▶ **Exercise**
An exact restatement of the records below is expected.

▶ **Available data**

────

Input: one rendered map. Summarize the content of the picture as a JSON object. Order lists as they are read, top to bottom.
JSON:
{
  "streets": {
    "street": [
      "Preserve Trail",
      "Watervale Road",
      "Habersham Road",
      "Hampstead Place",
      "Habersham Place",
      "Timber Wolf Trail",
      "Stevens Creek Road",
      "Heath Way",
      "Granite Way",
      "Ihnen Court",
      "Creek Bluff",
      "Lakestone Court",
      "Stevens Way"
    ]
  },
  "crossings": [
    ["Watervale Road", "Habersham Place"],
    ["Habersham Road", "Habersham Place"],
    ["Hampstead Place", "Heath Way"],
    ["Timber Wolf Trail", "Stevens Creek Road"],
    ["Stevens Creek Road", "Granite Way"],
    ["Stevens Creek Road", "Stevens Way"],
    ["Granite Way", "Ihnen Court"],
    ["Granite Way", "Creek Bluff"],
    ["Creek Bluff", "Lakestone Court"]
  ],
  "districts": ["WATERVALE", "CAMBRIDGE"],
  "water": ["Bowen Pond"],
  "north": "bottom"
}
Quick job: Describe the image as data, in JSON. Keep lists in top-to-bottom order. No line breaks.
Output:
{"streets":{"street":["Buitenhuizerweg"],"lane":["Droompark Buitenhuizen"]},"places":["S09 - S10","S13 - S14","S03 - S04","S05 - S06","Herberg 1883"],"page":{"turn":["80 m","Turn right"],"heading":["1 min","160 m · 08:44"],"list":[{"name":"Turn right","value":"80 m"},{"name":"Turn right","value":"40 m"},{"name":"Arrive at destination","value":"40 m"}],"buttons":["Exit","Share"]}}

────

▶ **Answer section**
Input: one rendered map. Summarize the content of the picture as a JSON object. Order lists as they are read, top to bottom.
JSON:
{
  "streets": {
    "street": [
      "Preserve Trail",
      "Watervale Road",
      "Habersham Road",
      "Hampstead Place",
      "Habersham Place",
      "Timber Wolf Trail",
      "Stevens Creek Road",
      "Heath Way",
      "Granite Way",
      "Ihnen Court",
      "Creek Bluff",
      "Lakestone Court",
      "Stevens Way"
    ]
  },
  "crossings": [
    ["Watervale Road", "Habersham Place"],
    ["Habersham Road", "Habersham Place"],
    ["Hampstead Place", "Heath Way"],
    ["Timber Wolf Trail", "Stevens Creek Road"],
    ["Stevens Creek Road", "Granite Way"],
    ["Stevens Creek Road", "Stevens Way"],
    ["Granite Way", "Ihnen Court"],
    ["Granite Way", "Creek Bluff"],
    ["Creek Bluff", "Lakestone Court"]
  ],
  "districts": ["WATERVALE", "CAMBRIDGE"],
  "water": ["Bowen Pond"],
  "north": "bottom"
}
Quick job: Describe the image as data, in JSON. Keep lists in top-to-bottom order. No line breaks.
Output:
{"streets":{"street":["Buitenhuizerweg"],"lane":["Droompark Buitenhuizen"]},"places":["S09 - S10","S13 - S14","S03 - S04","S05 - S06","Herberg 1883"],"page":{"turn":["80 m","Turn right"],"heading":["1 min","160 m · 08:44"],"list":[{"name":"Turn right","value":"80 m"},{"name":"Turn right","value":"40 m"},{"name":"Arrive at destination","value":"40 m"}],"buttons":["Exit","Share"]}}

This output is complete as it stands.